This exercise asks for an exact copy of every entry below, with pictures omitted.
[SOURCE MATERIAL Boundary: Start]
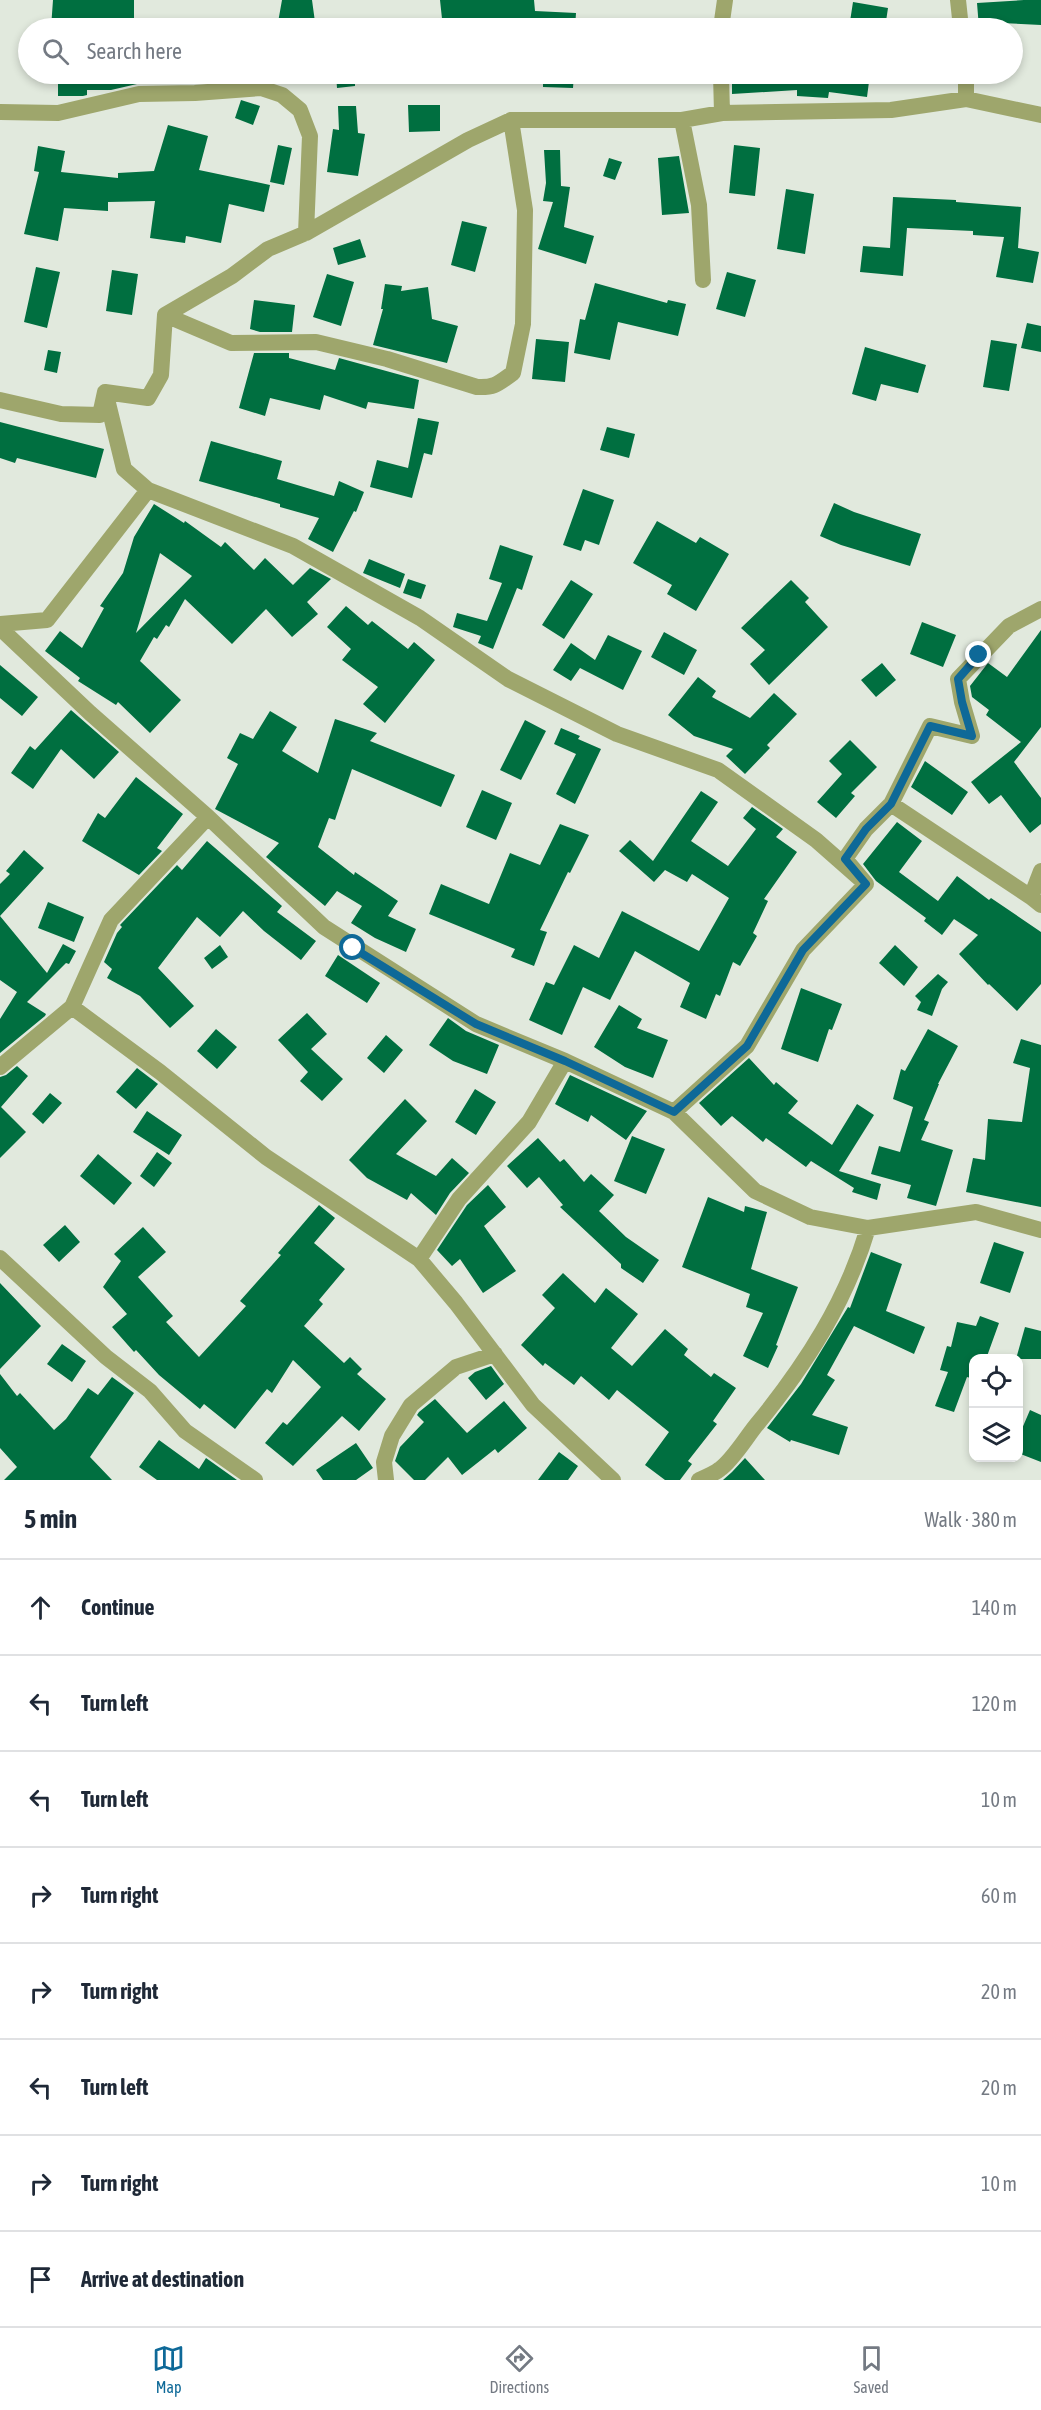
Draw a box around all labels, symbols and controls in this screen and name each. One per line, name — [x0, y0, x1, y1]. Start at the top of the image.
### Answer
search box — [18, 18, 1023, 84]
icon: search — [39, 35, 72, 68]
text: Search here — [87, 38, 182, 64]
route end — [965, 641, 991, 667]
route start — [339, 934, 365, 960]
map controls — [969, 1354, 1023, 1462]
button: locate — [969, 1354, 1023, 1408]
button: layers — [969, 1408, 1023, 1462]
text: 5 min — [24, 1504, 77, 1534]
text: Walk · 380 m — [925, 1508, 1017, 1531]
icon: ahead — [24, 1591, 57, 1624]
text: Continue — [81, 1594, 155, 1620]
text: 140 m — [972, 1596, 1017, 1619]
icon: left — [24, 1687, 57, 1720]
text: Turn left — [81, 1690, 148, 1716]
text: 120 m — [972, 1692, 1017, 1715]
icon: left — [24, 1783, 57, 1816]
text: Turn left — [81, 1786, 148, 1812]
text: 10 m — [981, 1788, 1017, 1811]
icon: right — [24, 1879, 57, 1912]
text: Turn right — [81, 1882, 158, 1908]
text: 60 m — [981, 1884, 1017, 1907]
icon: right — [24, 1975, 57, 2008]
text: Turn right — [81, 1978, 158, 2004]
text: 20 m — [981, 1980, 1017, 2003]
icon: left — [24, 2071, 57, 2104]
text: Turn left — [81, 2074, 148, 2100]
text: 20 m — [981, 2076, 1017, 2099]
icon: right — [24, 2167, 57, 2200]
text: Turn right — [81, 2170, 158, 2196]
text: 10 m — [981, 2172, 1017, 2195]
icon: arrive — [24, 2263, 57, 2296]
text: Arrive at destination — [81, 2266, 244, 2292]
tab: Map — [152, 2342, 185, 2396]
tab: Directions — [489, 2342, 549, 2396]
tab: Saved — [853, 2342, 889, 2396]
[SOURCE MATERIAL Boundary: End]
### RESPONSE BOX
Draw a box around all labels, symbols and controls in this screen and name each. One per line, name — [x0, y0, x1, y1]. Start at the top of the image.
### Answer
search box — [18, 18, 1023, 84]
icon: search — [39, 35, 72, 68]
text: Search here — [87, 38, 182, 64]
route end — [965, 641, 991, 667]
route start — [339, 934, 365, 960]
map controls — [969, 1354, 1023, 1462]
button: locate — [969, 1354, 1023, 1408]
button: layers — [969, 1408, 1023, 1462]
text: 5 min — [24, 1504, 77, 1534]
text: Walk · 380 m — [925, 1508, 1017, 1531]
icon: ahead — [24, 1591, 57, 1624]
text: Continue — [81, 1594, 155, 1620]
text: 140 m — [972, 1596, 1017, 1619]
icon: left — [24, 1687, 57, 1720]
text: Turn left — [81, 1690, 148, 1716]
text: 120 m — [972, 1692, 1017, 1715]
icon: left — [24, 1783, 57, 1816]
text: Turn left — [81, 1786, 148, 1812]
text: 10 m — [981, 1788, 1017, 1811]
icon: right — [24, 1879, 57, 1912]
text: Turn right — [81, 1882, 158, 1908]
text: 60 m — [981, 1884, 1017, 1907]
icon: right — [24, 1975, 57, 2008]
text: Turn right — [81, 1978, 158, 2004]
text: 20 m — [981, 1980, 1017, 2003]
icon: left — [24, 2071, 57, 2104]
text: Turn left — [81, 2074, 148, 2100]
text: 20 m — [981, 2076, 1017, 2099]
icon: right — [24, 2167, 57, 2200]
text: Turn right — [81, 2170, 158, 2196]
text: 10 m — [981, 2172, 1017, 2195]
icon: arrive — [24, 2263, 57, 2296]
text: Arrive at destination — [81, 2266, 244, 2292]
tab: Map — [152, 2342, 185, 2396]
tab: Directions — [489, 2342, 549, 2396]
tab: Saved — [853, 2342, 889, 2396]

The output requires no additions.